The normal enterprise IT environment is filled with hundreds of applications. In most cases each of these applications is supported by unique design at the hardware and software level, if not also at the network layer.

The fact that there is so much uniqueness about our IT environments means we expend inordinate amounts of time dealing with common problems in 100 unique ways. Maintaining these environments has become the bane of enterprise IT groups.

By now, we’ve all heard the story of how keeping the lights on comprises 70-80% of the IT budget leaving only a small amount for much needed innovation.

Keeping the lights on has several meanings, including the mundane but critical 'general maintenance and support' of each environment. However, keeping the lights on could also mean avoiding outages.

Generically speaking, all of us in IT attempt to build and maintain environments with the highest possible availability (within budget and available resources).

The problem is that we’re often spending too much time fighting fires of ‘maintenance and support’ and not enough time solving the underlying issues that cause many of the fires or in this case cause many of the outages (same as a fire only worse).

Where should IT focus its attention relative to avoiding outages and or reducing the number of fires?

If you can’t focus on everything

Few IT organizations have the luxury of being able to throw as much money or bodies at a problem as they’d like. So, if you have to pick which efforts will provide the most ‘keeping the lights on’ value for the dollar, you should pick something that can be fixed for everything, and fixed once.

How is that possible? How can I fix something for everything, isn’t that the opposite of focusing on something important and avoiding getting lost in the fire? The simple answer is no.

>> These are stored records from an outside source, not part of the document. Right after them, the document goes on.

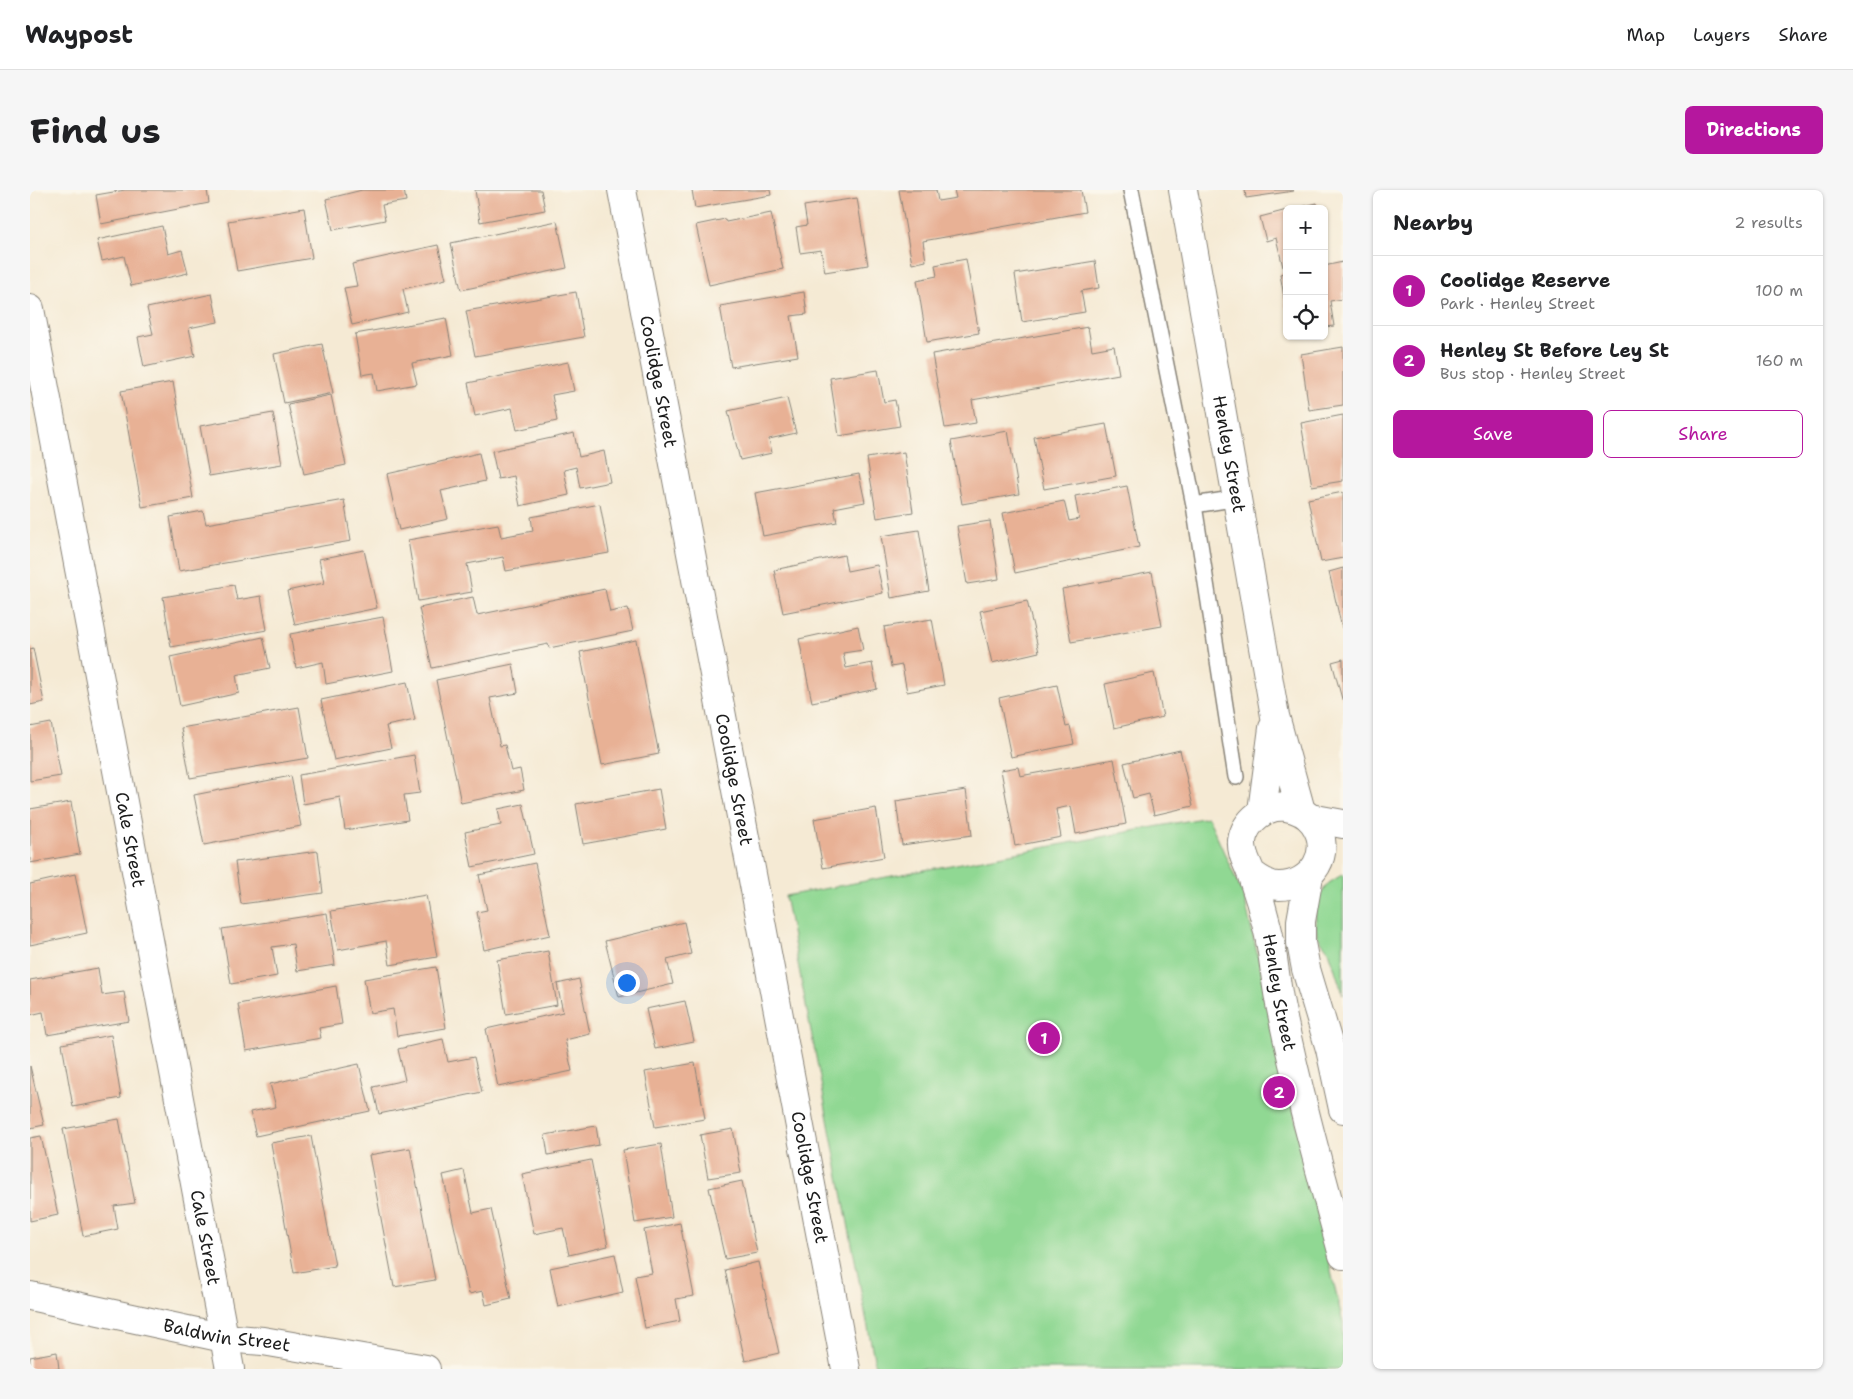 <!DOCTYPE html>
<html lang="en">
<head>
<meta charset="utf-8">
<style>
	body { margin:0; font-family:"Shantell Sans",sans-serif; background:#f6f6f6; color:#202124 }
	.controls { position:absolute; right:15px; top:15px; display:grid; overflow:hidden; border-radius:8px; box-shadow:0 1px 4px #0004 }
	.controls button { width:45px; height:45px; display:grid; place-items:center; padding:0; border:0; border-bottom:1px solid #e0e0e0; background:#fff; color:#202124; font:25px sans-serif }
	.you { position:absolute; left:596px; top:792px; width:18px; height:18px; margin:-12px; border:4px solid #fff; border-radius:50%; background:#1a73e8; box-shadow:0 0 0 8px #1a73e833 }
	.badge { display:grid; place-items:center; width:32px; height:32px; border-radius:50%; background:#b5179e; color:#fff; font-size:16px; font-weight:700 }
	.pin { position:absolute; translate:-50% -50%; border:2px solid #fff; box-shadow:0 1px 5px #0006 }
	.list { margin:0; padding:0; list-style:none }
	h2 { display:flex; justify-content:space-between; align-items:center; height:65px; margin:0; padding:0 20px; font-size:21px }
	h2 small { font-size:16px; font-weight:400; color:#757577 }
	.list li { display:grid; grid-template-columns:32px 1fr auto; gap:15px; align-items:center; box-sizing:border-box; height:70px; padding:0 20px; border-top:1px solid #e0e0e0 }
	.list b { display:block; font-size:19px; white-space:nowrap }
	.list p { margin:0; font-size:16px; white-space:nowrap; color:#757577 }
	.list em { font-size:16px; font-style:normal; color:#757577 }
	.actions { display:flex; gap:10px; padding:15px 20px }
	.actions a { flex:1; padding:11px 0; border:1px solid #b5179e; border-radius:8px; text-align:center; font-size:18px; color:#b5179e }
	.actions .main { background:#b5179e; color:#fff }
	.icon { flex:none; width:28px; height:28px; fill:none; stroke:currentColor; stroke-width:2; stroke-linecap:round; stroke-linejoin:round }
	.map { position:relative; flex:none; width:1313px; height:1179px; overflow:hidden; border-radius:8px }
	header { display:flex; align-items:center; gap:30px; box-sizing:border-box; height:70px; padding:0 25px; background:#fff; border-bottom:1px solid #e0e0e0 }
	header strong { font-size:24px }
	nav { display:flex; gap:28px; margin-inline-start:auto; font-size:18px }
	.intro { display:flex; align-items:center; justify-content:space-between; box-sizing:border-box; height:120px; padding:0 30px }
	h1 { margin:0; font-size:35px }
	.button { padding:12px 22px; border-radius:8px; background:#b5179e; color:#fff; font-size:18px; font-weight:700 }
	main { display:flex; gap:30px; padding:0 30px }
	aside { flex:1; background:#fff; border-radius:8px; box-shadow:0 1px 4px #0004 }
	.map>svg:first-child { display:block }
	.green { fill:#90d893; stroke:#567a58 }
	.building { fill:#e8b195 }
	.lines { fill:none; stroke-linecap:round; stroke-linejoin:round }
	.service-casing { stroke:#888378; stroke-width:18 }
	.minor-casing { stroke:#888378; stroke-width:30 }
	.tertiary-casing { stroke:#888378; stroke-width:30 }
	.service { stroke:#fff; stroke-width:15 }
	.minor { stroke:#fff; stroke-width:28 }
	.tertiary { stroke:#fff; stroke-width:28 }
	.labels { text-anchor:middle; stroke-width:4; stroke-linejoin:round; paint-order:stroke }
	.street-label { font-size:18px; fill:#1c1c1c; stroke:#fbf7ec }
</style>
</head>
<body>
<header>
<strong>Waypost</strong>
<nav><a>Map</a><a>Layers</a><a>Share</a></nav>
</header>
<div class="intro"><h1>Find us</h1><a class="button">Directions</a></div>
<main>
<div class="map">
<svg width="1313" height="1179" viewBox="0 0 1313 1179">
	<rect width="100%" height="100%" fill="#fbf7ec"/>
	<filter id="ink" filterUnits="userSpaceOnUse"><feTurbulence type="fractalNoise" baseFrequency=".02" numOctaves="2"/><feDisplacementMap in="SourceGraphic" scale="10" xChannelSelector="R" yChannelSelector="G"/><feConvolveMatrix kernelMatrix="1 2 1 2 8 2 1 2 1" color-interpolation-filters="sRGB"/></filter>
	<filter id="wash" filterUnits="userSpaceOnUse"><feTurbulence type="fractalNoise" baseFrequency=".0096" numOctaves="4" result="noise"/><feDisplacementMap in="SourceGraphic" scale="20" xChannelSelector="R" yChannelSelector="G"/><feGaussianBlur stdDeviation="1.12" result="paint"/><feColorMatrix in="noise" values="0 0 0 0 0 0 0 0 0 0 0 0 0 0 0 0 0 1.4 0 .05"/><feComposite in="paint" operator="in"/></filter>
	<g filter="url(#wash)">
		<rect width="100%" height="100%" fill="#f5ead4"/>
		<g class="green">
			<polygon points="1178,627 1214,707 1313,1133 1313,1179 846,1179 755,706"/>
			<polygon points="1313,684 1313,805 1299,761 1287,746 1285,720 1287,708 1299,693"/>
		</g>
		<g id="blocks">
			<g class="building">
				<polygon points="95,0 177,0 179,13 71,34 66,5"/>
				<polygon points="332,0 374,0 376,11 352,15 355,30 303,40 296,9"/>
				<polygon points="445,0 511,0 515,20 450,32"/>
				<polygon points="662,0 740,0 741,5 665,18"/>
				<polygon points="869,0 906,0 908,11 926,8 924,0 1051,0 1055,22 893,51 896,71 882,74"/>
				<polygon points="1215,0 1263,0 1264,1 1216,8"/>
				<polygon points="827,8 838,75 795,82 791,60 770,63 766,37 777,35 774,16"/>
				<polygon points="1287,13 1288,19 1267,19 1267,18"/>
				<polygon points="274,18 282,68 207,81 198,31"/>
				<polygon points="1257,20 1257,76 1253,77 1246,48 1236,51 1230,27"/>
				<polygon points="741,23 753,79 679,95 666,35 695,29 696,32"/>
				<polygon points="527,31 537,78 431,100 421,53"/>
				<polygon points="132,36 138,64 152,60 158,83 101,96 94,66 72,71 67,50"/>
				<polygon points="408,55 416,89 373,99 378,122 322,135 314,98 327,96 322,74"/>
				<polygon points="936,69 949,143 897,152 887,90 907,86 905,75"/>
				<polygon points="1065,71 1069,98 1051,101 1055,122 992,132 985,84"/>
				<polygon points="1313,72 1313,109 1300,111 1304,136 1294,137 1294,76"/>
				<polygon points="1257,82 1257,118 1256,118 1250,84"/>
				<polygon points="546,102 554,147 445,166 436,121"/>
				<polygon points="774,102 777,124 761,126 768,166 701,177 690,116"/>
				<polygon points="182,104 188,132 159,138 165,166 114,177 108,147 123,144 117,118"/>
				<polygon points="416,128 423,165 382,173 387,194 347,201 344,183 332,185 325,144"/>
				<polygon points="1058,137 1062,160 1084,156 1089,184 942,210 946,233 915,238 902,164"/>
				<polygon points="292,154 303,203 254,213 244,164"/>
				<polygon points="1313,157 1313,215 1279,220 1271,164"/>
				<polygon points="538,172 544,201 522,205 527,231 487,240 482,218 445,226 438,193"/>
				<polygon points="848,180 854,212 865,210 870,236 809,246 800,188"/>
				<polygon points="143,192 163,308 112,317 91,201"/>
				<polygon points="301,205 316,275 274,284 258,214"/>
				<polygon points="757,208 766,243 739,249 742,263 710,270 698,221"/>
				<polygon points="243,223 252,274 179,286 170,236"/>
				<polygon points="1313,225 1313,291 1282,296 1271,233"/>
				<polygon points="1076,234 1086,286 1014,299 1004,247"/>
				<polygon points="978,241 989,304 932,314 921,251"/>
				<polygon points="544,243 549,267 574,261 580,292 550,298 546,277 534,280 539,305 490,316 484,286 468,289 462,261"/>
				<polygon points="874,262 883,322 847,328 837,268"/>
				<polygon points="449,263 455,291 411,301 418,329 369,340 357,284"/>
				<polygon points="829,284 835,312 804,318 807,332 733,346 725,303"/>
				<polygon points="1097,296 1109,357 985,383 973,323 1034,311 1039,331 1049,329 1045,306"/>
				<polygon points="1313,302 1313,368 1291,372 1278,309"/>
				<polygon points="314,310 321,351 149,381 140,327 173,321 176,334"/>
				<polygon points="570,314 579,363 476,381 473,367 437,374 442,402 388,411 378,350 468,334 471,347 503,341 501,327"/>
				<polygon points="960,331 969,389 937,394 927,336"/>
				<polygon points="889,340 899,401 861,408 851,346"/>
				<polygon points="334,360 347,418 265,435 257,401 294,393 289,369"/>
				<polygon points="814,365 817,381 847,375 853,403 753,423 744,380"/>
				<polygon points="1313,378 1313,438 1312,438 1299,382"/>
				<polygon points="1122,382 1132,436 1041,452 1032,399"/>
				<polygon points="204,395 207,410 231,406 237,440 141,457 133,407"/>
				<polygon points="575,399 580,422 598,418 603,441 519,458 518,454 402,478 389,418 443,407 447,425"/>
				<polygon points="997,411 1009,462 962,473 950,421"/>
				<polygon points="353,427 363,481 296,494 293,472 266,478 260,444"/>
				<polygon points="902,429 914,495 877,502 872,475 861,477 854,437"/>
				<polygon points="828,436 833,460 813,463 816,478 842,473 847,499 782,512 769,449"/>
				<polygon points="233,447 240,478 206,485 209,503 150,516 140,467"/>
				<polygon points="606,450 629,564 572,575 550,462"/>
				<polygon points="3,458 14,512 0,515 0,459"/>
				<polygon points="1313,469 1313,509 1312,509 1302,472"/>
				<polygon points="483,474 488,503 460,508 470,556 475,555 481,581 490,579 494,600 431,613 406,490"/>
				<polygon points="1124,483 1133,527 1084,538 1075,494"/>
				<polygon points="377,492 385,530 356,536 361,558 304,570 291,510"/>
				<polygon points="1027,495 1036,537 1040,536 1044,554 981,567 969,508"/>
				<polygon points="269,517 278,568 160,588 151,538"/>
				<polygon points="21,533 31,586 0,591 0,537"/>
				<polygon points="1150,560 1163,616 1124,625 1119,604 1103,608 1094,573"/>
				<polygon points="384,565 390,603 374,605 378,630 315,640 310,607 273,614 269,585"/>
				<polygon points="1084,569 1096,634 1046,644 1041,616 1026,619 1031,647 985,656 971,580 988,577 990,586"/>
				<polygon points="261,586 271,636 174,655 164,605"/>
				<polygon points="629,599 636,639 553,654 546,614"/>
				<polygon points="936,600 942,645 872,655 866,611"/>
				<polygon points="41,612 50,664 0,673 0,619"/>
				<polygon points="493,614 504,664 442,677 435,642 471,635 468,619"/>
				<polygon points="846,618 854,667 793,678 784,629"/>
				<polygon points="288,661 293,703 211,714 205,672"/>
				<polygon points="505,673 520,745 454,760 447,722 457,720 449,685"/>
				<polygon points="45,684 57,743 0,755 0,694"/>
				<polygon points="396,705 407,767 360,775 356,751 308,760 301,721"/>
				<polygon points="297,723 305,775 267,781 263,754 242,757 247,786 201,794 192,739"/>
				<polygon points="654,732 661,764 637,770 643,794 589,807 575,751"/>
				<polygon points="518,761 527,815 476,824 467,770"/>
				<polygon points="406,777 416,838 367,846 363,819 340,823 334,789"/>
				<polygon points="68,778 72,805 94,802 99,831 17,845 13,822 0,825 0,790"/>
				<polygon points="549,789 560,844 535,850 542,881 468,897 456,839 533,822 527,794"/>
				<polygon points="306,796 312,834 289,838 291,848 216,861 208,814"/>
				<polygon points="655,811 664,851 625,859 616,819"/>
				<polygon points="81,845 91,908 43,917 32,854"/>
				<polygon points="413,849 418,872 444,867 452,902 349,924 343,897 375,890 368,859"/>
				<polygon points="665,873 675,929 625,937 615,882"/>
				<polygon points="329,874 340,921 226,946 220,922 246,917 240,894"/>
				<polygon points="0,876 14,935 0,938"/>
				<polygon points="89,929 105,1013 84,1016 88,1039 53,1046 33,939"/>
				<polygon points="566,936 569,955 518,965 515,945"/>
				<polygon points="703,939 711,983 678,988 670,945"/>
				<polygon points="11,946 28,1025 0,1031 0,948"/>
				<polygon points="281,946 305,1076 264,1083 241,953"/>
				<polygon points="631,954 642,1027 605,1033 593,960"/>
				<polygon points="380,958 405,1090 364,1097 339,965"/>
				<polygon points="561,970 578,1056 539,1065 533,1038 504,1044 492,984"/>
				<polygon points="434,980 443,1023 461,1019 481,1109 456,1115 453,1101 439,1104 413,985"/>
				<polygon points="712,991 727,1063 695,1069 679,998"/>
				<polygon points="650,1033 664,1106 646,1109 650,1131 615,1138 605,1086 622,1083 614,1040"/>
				<polygon points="585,1064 593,1102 528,1117 520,1078"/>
				<polygon points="728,1072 749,1163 715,1171 695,1080"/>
				<polygon points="27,1162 29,1179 0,1179 0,1167"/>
			</g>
		</g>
	</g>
	<g filter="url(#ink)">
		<use href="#blocks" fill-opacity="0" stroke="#888378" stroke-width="1"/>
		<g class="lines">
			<g class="service-casing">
				<g id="service">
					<polyline points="1101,0 1164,315 1206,587"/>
					<polyline points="1164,315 1208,308"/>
				</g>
			</g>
			<g class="minor-casing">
				<g id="minor">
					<path id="s1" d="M592,0L816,1179"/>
					<path id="s2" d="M0,119L200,1179"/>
					<path id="s3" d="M0,1106L194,1148L233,1151L396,1179"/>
				</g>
			</g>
			<g class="tertiary-casing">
				<g id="tertiary">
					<path id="s4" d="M1153,0L1245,526L1271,621"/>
					<polyline points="1232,621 1243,538"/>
					<polyline points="1280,628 1313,634"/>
					<path id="s5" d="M1222,684C1230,690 1239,696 1249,696C1282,696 1304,662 1284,633C1277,623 1267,619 1256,617C1236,614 1215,631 1212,651C1211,665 1218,673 1222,686C1228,703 1233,720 1237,737C1244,764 1245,792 1251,819C1268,902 1291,984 1313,1065"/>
					<polyline points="1279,686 1271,731 1271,753 1276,779 1300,859 1313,919"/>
				</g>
			</g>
			<use href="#service" class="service"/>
			<use href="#minor" class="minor"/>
			<use href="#tertiary" class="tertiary"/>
		</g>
	</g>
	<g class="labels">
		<g class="street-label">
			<text dy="6" stroke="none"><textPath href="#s1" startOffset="195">Coolidge Street</textPath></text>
			<text dy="6" stroke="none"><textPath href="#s4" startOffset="268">Henley Street</textPath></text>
			<text dy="6" stroke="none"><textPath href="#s1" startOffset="600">Coolidge Street</textPath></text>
			<text dy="6" stroke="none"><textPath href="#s2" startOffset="540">Cale Street</textPath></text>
			<text dy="6" stroke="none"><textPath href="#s5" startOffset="370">Henley Street</textPath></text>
			<text dy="6" stroke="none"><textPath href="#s1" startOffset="1005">Coolidge Street</textPath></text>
			<text dy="6" stroke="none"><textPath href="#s2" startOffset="945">Cale Street</textPath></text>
			<text dy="6" stroke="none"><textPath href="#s3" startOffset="201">Baldwin Street</textPath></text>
		</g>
	</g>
</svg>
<div class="controls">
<button>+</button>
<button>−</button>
<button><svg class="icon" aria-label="locate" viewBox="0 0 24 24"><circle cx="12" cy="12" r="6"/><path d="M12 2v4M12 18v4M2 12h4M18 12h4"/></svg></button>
</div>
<div class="you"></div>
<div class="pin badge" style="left:1014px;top:848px">1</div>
<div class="pin badge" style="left:1249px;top:902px">2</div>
</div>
<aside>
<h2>Nearby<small>2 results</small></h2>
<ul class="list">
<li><span class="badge">1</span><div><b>Coolidge Reserve</b><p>Park · Henley Street</p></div><em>100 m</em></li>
<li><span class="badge">2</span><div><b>Henley St Before Ley St</b><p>Bus stop · Henley Street</p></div><em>160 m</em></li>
</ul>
<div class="actions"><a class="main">Save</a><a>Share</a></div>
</aside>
</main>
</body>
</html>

Data Centre as a Platform (DCaaP)

There are only a few services and solutions that affect everything in IT — one of them is the data centre and the other is people. The two areas of people and data centre are where the most value can be gained in virtually any IT organization when it comes to reducing risk and the threat of fires.

That’s right, just two areas, both of which can be worked on with minimal impact to active production environments and in most cases without too much additional expense.

It’s well documented that humans are almost always the biggest single risk factor to the availability of systems. The more humans need to be involved, the more likely a mistake will get made and a failure will occur.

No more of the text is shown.